Par où commence un corps humain ?
Peinture contemporaine / L'il écoute expose plusieurs grandes toiles très récentes (et aussi quelques dessins) du peintre Frantz Metzger. Un artiste qui se saisit des mystères du vivant et des corps humains, avec passion et angoisse.

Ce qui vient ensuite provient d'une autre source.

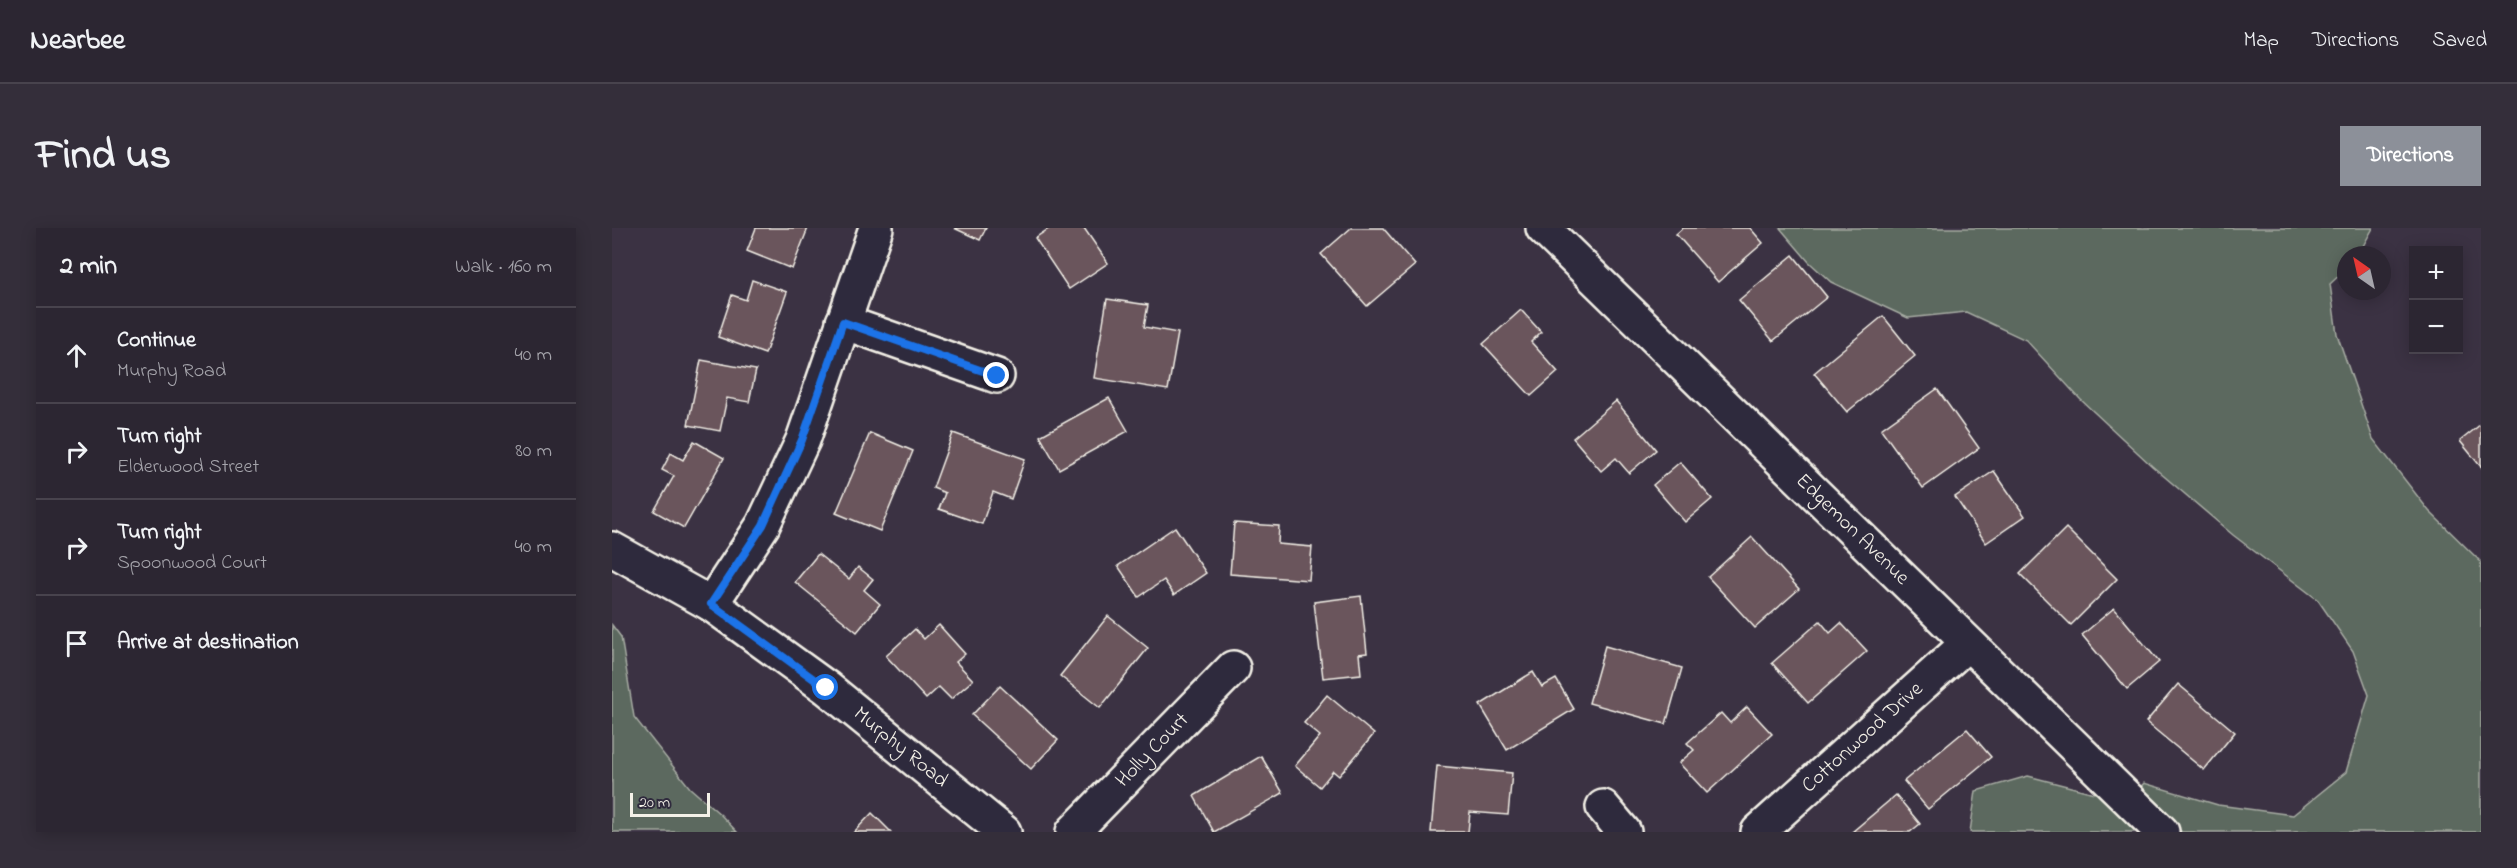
<!DOCTYPE html>
<meta charset="utf-8">
<style>
:root{--surface:#2c2632;--page:#342e3a;--text:#f1f3f6;--muted:#a6a5ac;--line:#48434d;--accent:#8c9099}
body{margin:0;font-family:"Indie Flower",sans-serif;background:var(--page);color:var(--text)}
.controls{position:absolute;right:18px;top:18px;display:grid;overflow:hidden;border-radius:0px;box-shadow:0 3px 15px #0003}
.controls button{width:54px;height:54px;display:grid;place-items:center;padding:0;border:0;border-bottom:2px solid var(--line);background:var(--surface);color:var(--text);font:30px sans-serif}
.compass{position:absolute;left:1725px;top:18px;width:54px;height:54px;border-radius:50%;background:var(--surface);box-shadow:0 3px 15px #0003;rotate:326deg}
.scale{position:absolute;left:18px;bottom:15px;width:80px;box-sizing:border-box;padding-left:6px;border:3px solid #f4f1e8;border-top:0;font-size:16px;line-height:21px;white-space:nowrap;color:#f4f1e8;-webkit-text-stroke:4px #2f2a3d;paint-order:stroke}
.stop{position:absolute;width:18px;height:18px;margin:-14px;border:4px solid #1a73e8;border-radius:50%;background:#fff}
.stop.end{background:#1a73e8;border-color:#fff;box-shadow:0 2px 6px #0008}
.list{margin:0;padding:0;list-style:none}
h2{display:flex;justify-content:space-between;align-items:center;height:78px;margin:0;padding:0 24px;font-size:26px}
h2 small{font-size:20px;font-weight:400;color:var(--muted)}
.list li{display:grid;grid-template-columns:39px 1fr auto;gap:18px;align-items:center;box-sizing:border-box;height:96px;padding:0 24px;border-top:2px solid var(--line)}
.list b{display:block;font-size:22px;white-space:nowrap}
.list p{margin:0;font-size:20px;white-space:nowrap;color:var(--muted)}
.list em{font-size:20px;font-style:normal;color:var(--muted)}
.icon{flex:none;width:33px;height:33px;fill:none;stroke:currentColor;stroke-width:2;stroke-linecap:round;stroke-linejoin:round}
.map{position:relative;flex:none;width:1869px;height:604px;overflow:hidden;border-radius:0px}
header{display:flex;align-items:center;gap:36px;box-sizing:border-box;height:84px;padding:0 30px;background:var(--surface);border-bottom:2px solid var(--line)}
header strong{font-size:28px}
nav{display:flex;gap:33px;margin-inline-start:auto;font-size:21px}
.intro{display:flex;align-items:center;justify-content:space-between;box-sizing:border-box;height:144px;padding:0 36px}
h1{margin:0;font-size:42px}
.button{padding:15px 27px;border-radius:0px;background:var(--accent);color:#fff;font-size:21px;font-weight:700}
main{display:flex;gap:36px;padding:0 36px}
aside{flex:1;background:var(--surface);border-radius:0px;box-shadow:0 3px 15px #0003}
.map>svg:first-child{display:block}
</style>
<header>
<strong>Nearbee</strong>
<nav><a>Map</a><a>Directions</a><a>Saved</a></nav>
</header>
<div class="intro"><h1>Find us</h1><a class="button">Directions</a></div>
<main>
<aside>
<h2>2 min<small>Walk · 160 m</small></h2>
<ul class="list">
<li><svg class="icon" aria-label="ahead" viewBox="0 0 24 24"><path d="M12 20V5M6 11l6-6 6 6"/></svg><div><b>Continue</b><p>Murphy Road</p></div><em>40 m</em></li>
<li><svg class="icon" aria-label="right" viewBox="0 0 24 24"><path d="M7 20v-9h11M14 6l5 5-5 5"/></svg><div><b>Turn right</b><p>Elderwood Street</p></div><em>80 m</em></li>
<li><svg class="icon" aria-label="right" viewBox="0 0 24 24"><path d="M7 20v-9h11M14 6l5 5-5 5"/></svg><div><b>Turn right</b><p>Spoonwood Court</p></div><em>40 m</em></li>
<li><svg class="icon" aria-label="arrive" viewBox="0 0 24 24"><path d="M6 21V4h12l-3 4 3 4H6"/></svg><div><b>Arrive at destination</b></div></li>
</ul>
</aside>
<div class="map">
<svg width="1869" height="604" viewBox="0 0 1869 604">
<rect width="100%" height="100%" fill="#3b3243"/>
<filter id="ink" filterUnits="userSpaceOnUse"><feTurbulence type="fractalNoise" baseFrequency=".0167" numOctaves="2"/><feDisplacementMap in="SourceGraphic" scale="12" xChannelSelector="R" yChannelSelector="G"/><feConvolveMatrix kernelMatrix="1 2 1 2 8 2 1 2 1" color-interpolation-filters="sRGB"/></filter>
<g filter="url(#ink)">
<g fill="#5c695f" stroke="#a8ada4" stroke-width="1.5">
<path d="M1168,0H1761L1746,27H1734V41L1718,56L1725,106L1761,211L1817,283L1869,334V604H1570L1526,562L1532,555L1606,577L1681,587L1734,544L1757,467L1741,423L1706,372L1621,307L1540,238L1468,171L1414,112L1354,84L1296,90L1219,54L1197,34Z"/>
<path d="M0,397L9,409L22,489L78,560L109,587L125,604H0Z"/>
<path d="M1416,548L1482,565L1489,564L1530,604H1358L1364,563Z"/>
</g>
<g fill="#6b545c" stroke="#f4f1e8" stroke-width="1.5">
<path d="M144,0H196L180,41L135,23Z"/>
<path d="M342,0H374L368,12Z"/>
<path d="M438,0H472L496,35L457,61L423,10Z"/>
<path d="M739,0H771L803,37L755,78L709,26Z"/>
<path d="M1071,0H1138L1151,15L1106,54L1064,6Z"/>
<path d="M1181,27L1215,69L1161,113L1127,72Z"/>
<path d="M140,52L175,64L153,126L106,109L120,67L134,72Z"/>
<path d="M495,71L536,77L532,99L566,105L556,162L482,150Z"/>
<path d="M909,82L929,104L919,114L946,144L919,168L871,116Z"/>
<path d="M1271,88L1303,128L1235,184L1202,145Z"/>
<path d="M89,132L144,142L137,174L115,170L108,203L76,197Z"/>
<path d="M1325,161L1367,220L1311,260L1269,201Z"/>
<path d="M497,170L516,203L447,241L428,208Z"/>
<path d="M1004,173L1044,222L1017,245L1004,230L989,243L961,210Z"/>
<path d="M1869,196V239L1848,213Z"/>
<path d="M258,205L301,223L268,303L224,285Z"/>
<path d="M341,205L413,231L399,271L381,264L370,296L327,281L333,265L321,260Z"/>
<path d="M82,213L112,230L72,300L42,283L62,248L50,242L59,225L71,232Z"/>
<path d="M1068,234L1100,271L1073,294L1041,257Z"/>
<path d="M1382,243L1413,288L1374,315L1343,269Z"/>
<path d="M622,295L667,298L666,316L700,319L697,352L618,346Z"/>
<path d="M563,299L594,345L562,367L552,352L527,369L506,338Z"/>
<path d="M1454,300L1505,351L1459,397L1408,346Z"/>
<path d="M1140,309L1187,361L1143,400L1096,349Z"/>
<path d="M206,326L237,351L246,339L261,351L252,362L268,376L245,404L183,354Z"/>
<path d="M749,368L755,425L747,426L749,446L711,450L702,374Z"/>
<path d="M1502,380L1547,434L1515,461L1470,407Z"/>
<path d="M496,388L536,420L488,480L448,448Z"/>
<path d="M1208,393L1218,405L1229,395L1255,423L1196,475L1160,435Z"/>
<path d="M327,397L353,426L344,434L361,452L339,471L327,459L314,471L274,428L303,401L312,411Z"/>
<path d="M993,418L1070,440L1054,496L977,475Z"/>
<path d="M921,444L930,459L944,451L962,481L895,522L868,477Z"/>
<path d="M1566,456L1623,504L1592,542L1534,494Z"/>
<path d="M388,458L446,512L419,541L360,487Z"/>
<path d="M715,467L762,506L727,548L721,543L708,559L683,538L708,508L692,495Z"/>
<path d="M1135,479L1160,506L1095,565L1067,535L1082,522L1075,515L1109,485L1118,495Z"/>
<path d="M1355,501L1379,529L1316,581L1292,553Z"/>
<path d="M649,528L671,565L602,604L582,568Z"/>
<path d="M825,538L900,545L896,587L858,584L856,604H819Z"/>
<path d="M1284,567L1308,596L1298,604H1240Z"/>
<path d="M260,585L279,604H242Z"/>
</g>
<g fill="none" stroke-linecap="round" stroke-linejoin="round">
<g stroke="#f4f1e8" stroke-width="38">
<g id="minor">
<path id="s1" d="M931,0L1550,604"/>
<path d="M231,94L385,148"/>
<path id="s2" d="M0,321L99,376L215,460L392,604"/>
<path d="M99,376L151,297L191,212L264,0"/>
<path d="M991,579L1012,604"/>
<path id="s3" d="M461,604L621,440"/>
<path id="s4" d="M1146,604L1355,416"/>
</g>
</g>
<use href="#minor" stroke="#2f2a3d" stroke-width="33"/>
</g>
</g>
<g fill="none" stroke-linecap="round" stroke-linejoin="round" filter="url(#ink)">
<path stroke="#1a73e8" stroke-width="8" d="M214,460L99,376L151,297L190,212L231,94L385,148"/>
</g>
<g text-anchor="middle" dominant-baseline="central" stroke-width="5" stroke-linejoin="round" paint-order="stroke">
<g font-size="21" fill="#f4f1e8" stroke="#2f2a3d">
<text stroke="none"><textPath href="#s1" startOffset="432">Edgemon Avenue</textPath></text>
<text stroke="none"><textPath href="#s4" startOffset="141">Cottonwood Drive</textPath></text>
<text stroke="none"><textPath href="#s2" startOffset="351">Murphy Road</textPath></text>
<text stroke="none"><textPath href="#s3" startOffset="114">Holly Court</textPath></text>
</g>
</g>
</svg>
<div class="controls">
<button>+</button>
<button>−</button>
</div>
<svg class="compass" viewBox="-18 -18 36 36"><path d="M0-13l5 13h-10z" fill="#e53935"/><path d="M0 13l5-13h-10z" fill="#a6a5ac"/></svg>
<div class="scale">20 m</div>
<div class="stop" style="left:214px;top:460px"></div>
<div class="stop end" style="left:385px;top:148px"></div>
</div>
</main>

Photo : Frantz Metzger, La Nuit descend, 2024. DR
Est-ce que les corps peints par Frantz Metzger (né en 1980, il vit et travaille à Lyon) s'arrachent à la matière, ou sont-ils au contraire engloutis par elle ? En phase de composition centrifuge ou en phase de décomposition centripète ? Dans une interview datant de 2017 au Petit-Bulletin, l'artiste nous répondait, les deux mon général : « J'aimerais pouvoir peindre une figure qui contiendrait tout cela : un début, une croissance et une fin mais qui, dans un sens, continuerait dans le tableau, comme la chair pourrissante continue dans la vie. » La passion du vivant et de ses énigmes pousse l'artiste vers un sacré au-delà de toute religion, anime son désir de peindre, tend son interrogation toujours renouvelée et persévérante de toile en toile.

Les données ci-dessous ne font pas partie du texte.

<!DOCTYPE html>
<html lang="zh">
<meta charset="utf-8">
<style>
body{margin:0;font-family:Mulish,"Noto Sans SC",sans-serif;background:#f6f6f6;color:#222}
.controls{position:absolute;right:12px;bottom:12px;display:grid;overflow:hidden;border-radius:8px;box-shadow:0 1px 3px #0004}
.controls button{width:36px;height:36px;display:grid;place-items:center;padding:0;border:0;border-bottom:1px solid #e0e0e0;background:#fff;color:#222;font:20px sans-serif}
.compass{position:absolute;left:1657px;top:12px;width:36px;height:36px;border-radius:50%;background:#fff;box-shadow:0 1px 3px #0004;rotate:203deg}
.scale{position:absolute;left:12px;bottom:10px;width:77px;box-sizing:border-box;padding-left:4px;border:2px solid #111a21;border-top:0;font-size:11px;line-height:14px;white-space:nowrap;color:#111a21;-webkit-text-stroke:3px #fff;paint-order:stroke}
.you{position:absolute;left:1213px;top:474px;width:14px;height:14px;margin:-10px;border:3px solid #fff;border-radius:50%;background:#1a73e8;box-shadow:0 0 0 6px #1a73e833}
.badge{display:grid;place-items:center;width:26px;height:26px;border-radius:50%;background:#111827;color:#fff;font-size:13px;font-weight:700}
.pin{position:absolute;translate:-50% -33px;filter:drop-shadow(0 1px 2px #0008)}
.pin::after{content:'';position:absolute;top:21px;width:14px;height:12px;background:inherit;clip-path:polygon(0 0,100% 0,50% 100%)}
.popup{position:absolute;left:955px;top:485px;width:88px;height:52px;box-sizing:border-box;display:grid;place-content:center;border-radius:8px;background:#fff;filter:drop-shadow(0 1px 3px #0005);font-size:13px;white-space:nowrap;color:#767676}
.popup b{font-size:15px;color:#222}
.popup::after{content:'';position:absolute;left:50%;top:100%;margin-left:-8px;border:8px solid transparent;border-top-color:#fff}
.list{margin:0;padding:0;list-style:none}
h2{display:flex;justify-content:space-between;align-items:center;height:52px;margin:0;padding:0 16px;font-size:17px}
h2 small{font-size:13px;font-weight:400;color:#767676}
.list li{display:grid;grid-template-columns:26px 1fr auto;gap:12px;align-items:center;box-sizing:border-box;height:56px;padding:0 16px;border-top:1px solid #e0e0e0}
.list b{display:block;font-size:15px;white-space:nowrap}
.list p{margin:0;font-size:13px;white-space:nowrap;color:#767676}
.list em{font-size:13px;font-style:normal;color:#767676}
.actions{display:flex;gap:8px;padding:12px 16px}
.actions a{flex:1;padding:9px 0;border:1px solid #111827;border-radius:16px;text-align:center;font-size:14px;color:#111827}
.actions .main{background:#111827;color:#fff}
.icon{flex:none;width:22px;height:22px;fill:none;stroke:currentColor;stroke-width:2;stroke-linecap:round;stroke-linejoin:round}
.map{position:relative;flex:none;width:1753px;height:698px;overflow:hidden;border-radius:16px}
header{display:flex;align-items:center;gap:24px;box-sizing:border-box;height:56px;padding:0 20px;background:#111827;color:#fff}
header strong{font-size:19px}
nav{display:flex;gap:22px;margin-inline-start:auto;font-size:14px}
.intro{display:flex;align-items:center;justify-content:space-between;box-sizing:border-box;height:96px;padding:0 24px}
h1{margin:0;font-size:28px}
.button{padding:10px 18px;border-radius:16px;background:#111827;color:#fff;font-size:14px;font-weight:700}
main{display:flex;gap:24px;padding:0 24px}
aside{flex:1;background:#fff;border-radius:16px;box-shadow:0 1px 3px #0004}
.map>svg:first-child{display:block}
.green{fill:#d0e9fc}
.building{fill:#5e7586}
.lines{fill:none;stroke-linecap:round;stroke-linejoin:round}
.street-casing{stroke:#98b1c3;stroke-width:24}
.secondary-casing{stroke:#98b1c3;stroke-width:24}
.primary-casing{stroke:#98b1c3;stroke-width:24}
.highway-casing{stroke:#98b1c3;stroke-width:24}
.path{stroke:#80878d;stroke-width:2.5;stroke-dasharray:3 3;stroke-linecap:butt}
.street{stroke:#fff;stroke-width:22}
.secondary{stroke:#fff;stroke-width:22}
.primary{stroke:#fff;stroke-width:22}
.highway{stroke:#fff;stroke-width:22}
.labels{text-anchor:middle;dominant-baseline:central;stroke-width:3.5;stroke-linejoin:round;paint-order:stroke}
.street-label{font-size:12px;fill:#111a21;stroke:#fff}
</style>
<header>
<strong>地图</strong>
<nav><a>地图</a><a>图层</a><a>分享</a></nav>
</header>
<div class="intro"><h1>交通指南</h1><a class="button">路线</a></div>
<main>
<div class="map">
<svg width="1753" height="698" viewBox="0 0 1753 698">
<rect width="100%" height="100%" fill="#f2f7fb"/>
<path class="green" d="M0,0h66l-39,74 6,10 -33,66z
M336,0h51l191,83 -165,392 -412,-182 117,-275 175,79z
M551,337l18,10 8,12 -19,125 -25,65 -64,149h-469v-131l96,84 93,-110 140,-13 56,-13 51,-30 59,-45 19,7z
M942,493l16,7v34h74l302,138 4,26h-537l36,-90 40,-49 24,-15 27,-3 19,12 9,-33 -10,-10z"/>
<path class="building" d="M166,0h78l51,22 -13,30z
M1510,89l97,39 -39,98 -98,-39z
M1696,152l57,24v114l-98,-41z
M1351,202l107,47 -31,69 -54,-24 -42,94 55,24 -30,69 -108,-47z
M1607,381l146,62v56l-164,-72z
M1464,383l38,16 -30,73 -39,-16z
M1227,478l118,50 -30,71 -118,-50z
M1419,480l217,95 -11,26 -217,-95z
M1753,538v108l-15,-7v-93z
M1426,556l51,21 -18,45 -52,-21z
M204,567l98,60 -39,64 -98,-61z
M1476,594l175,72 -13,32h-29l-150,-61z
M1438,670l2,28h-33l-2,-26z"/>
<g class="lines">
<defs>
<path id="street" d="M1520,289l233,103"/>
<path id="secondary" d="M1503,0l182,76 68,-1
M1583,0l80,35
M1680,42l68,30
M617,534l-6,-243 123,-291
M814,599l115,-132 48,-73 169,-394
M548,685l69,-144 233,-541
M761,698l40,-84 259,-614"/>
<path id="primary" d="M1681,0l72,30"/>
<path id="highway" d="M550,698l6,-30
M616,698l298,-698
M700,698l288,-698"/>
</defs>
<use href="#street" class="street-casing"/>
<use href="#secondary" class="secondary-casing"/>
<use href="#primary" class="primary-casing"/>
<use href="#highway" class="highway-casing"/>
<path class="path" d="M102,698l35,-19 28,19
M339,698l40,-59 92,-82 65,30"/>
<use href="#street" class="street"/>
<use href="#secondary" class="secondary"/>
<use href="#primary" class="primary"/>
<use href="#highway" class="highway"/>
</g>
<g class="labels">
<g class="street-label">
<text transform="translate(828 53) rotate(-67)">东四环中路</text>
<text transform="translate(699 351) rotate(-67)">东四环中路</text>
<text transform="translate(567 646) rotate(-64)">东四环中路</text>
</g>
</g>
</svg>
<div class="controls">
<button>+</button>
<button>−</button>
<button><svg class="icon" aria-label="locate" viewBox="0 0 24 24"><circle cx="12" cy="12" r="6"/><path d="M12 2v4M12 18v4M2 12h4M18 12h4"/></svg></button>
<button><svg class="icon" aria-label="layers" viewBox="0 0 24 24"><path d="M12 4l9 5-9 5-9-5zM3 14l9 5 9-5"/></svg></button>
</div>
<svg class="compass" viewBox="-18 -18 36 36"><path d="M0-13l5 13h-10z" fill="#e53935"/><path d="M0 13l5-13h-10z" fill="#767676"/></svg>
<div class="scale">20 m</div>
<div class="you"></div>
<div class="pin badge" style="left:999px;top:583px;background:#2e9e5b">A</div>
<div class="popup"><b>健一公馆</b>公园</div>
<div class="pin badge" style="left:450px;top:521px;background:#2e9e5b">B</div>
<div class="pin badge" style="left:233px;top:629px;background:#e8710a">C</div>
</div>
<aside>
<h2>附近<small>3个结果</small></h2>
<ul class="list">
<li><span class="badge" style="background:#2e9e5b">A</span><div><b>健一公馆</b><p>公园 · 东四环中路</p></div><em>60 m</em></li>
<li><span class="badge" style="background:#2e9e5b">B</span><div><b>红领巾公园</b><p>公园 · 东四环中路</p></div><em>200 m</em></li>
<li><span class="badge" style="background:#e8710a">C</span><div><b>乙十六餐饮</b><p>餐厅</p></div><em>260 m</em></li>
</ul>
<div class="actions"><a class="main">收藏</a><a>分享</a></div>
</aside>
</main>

L'influence de Francis Bacon (mais pas seulement : Titien, Rembrandt et d'autres), la capacité du peintre anglais à représenter les forces qui traversent un corps humain, est évidente dans le travail de Metzger. Mais avec lui, Bacon sort de ses espaces cubiques abstraits pour aller se "promener" en forêt, s'asseoir ou s'allonger sur un coin d'herbe ou sur une motte de terre. Mais la palette est sombre, grise, terreuse. La vie s'ébat parmi les masses chaotiques et vaporeuses des nuages, des arbres et arbustes, de l'humus....
Perdre la tête ?
L'accrochage de ses peintures récentes dans les caves de la galerie L'il écoute convient particulièrement bien à l'univers de Frantz Metzger : descente au-dessous du niveau du sol, légère odeur d'humidité. Et là, le visiteur tombera, par exemple, nez à nez devant cet inquiétant corps d'albâtre accroupi dans l'herbe au milieu de la nuit (La Nuit descend, 2024). Ce qui inquiète sans doute le plus avec les personnages peints de Metzger, c'est leur absence de visage ! Ou, plus précisément encore, des visages comme explosés, éparpillés en flux poussiéreux, tordus par les forces corporelles et naturelles qui les entourent. Au-delà de l'angoisse que cela induit, on peut y voir aussi une image de la pensée : penser c'est penser par jets explosifs, c'est penser à partir d'un corps pulsionnel anarchique lui-même relié aux forces chaotiques de la nature environnante. Le matérialisme de Metzger traversé de spiritualité est en cela très contemporain, abattant les frontières entre le psychique, le corporel, l'humain, l'animal, le végétal et même le minéral.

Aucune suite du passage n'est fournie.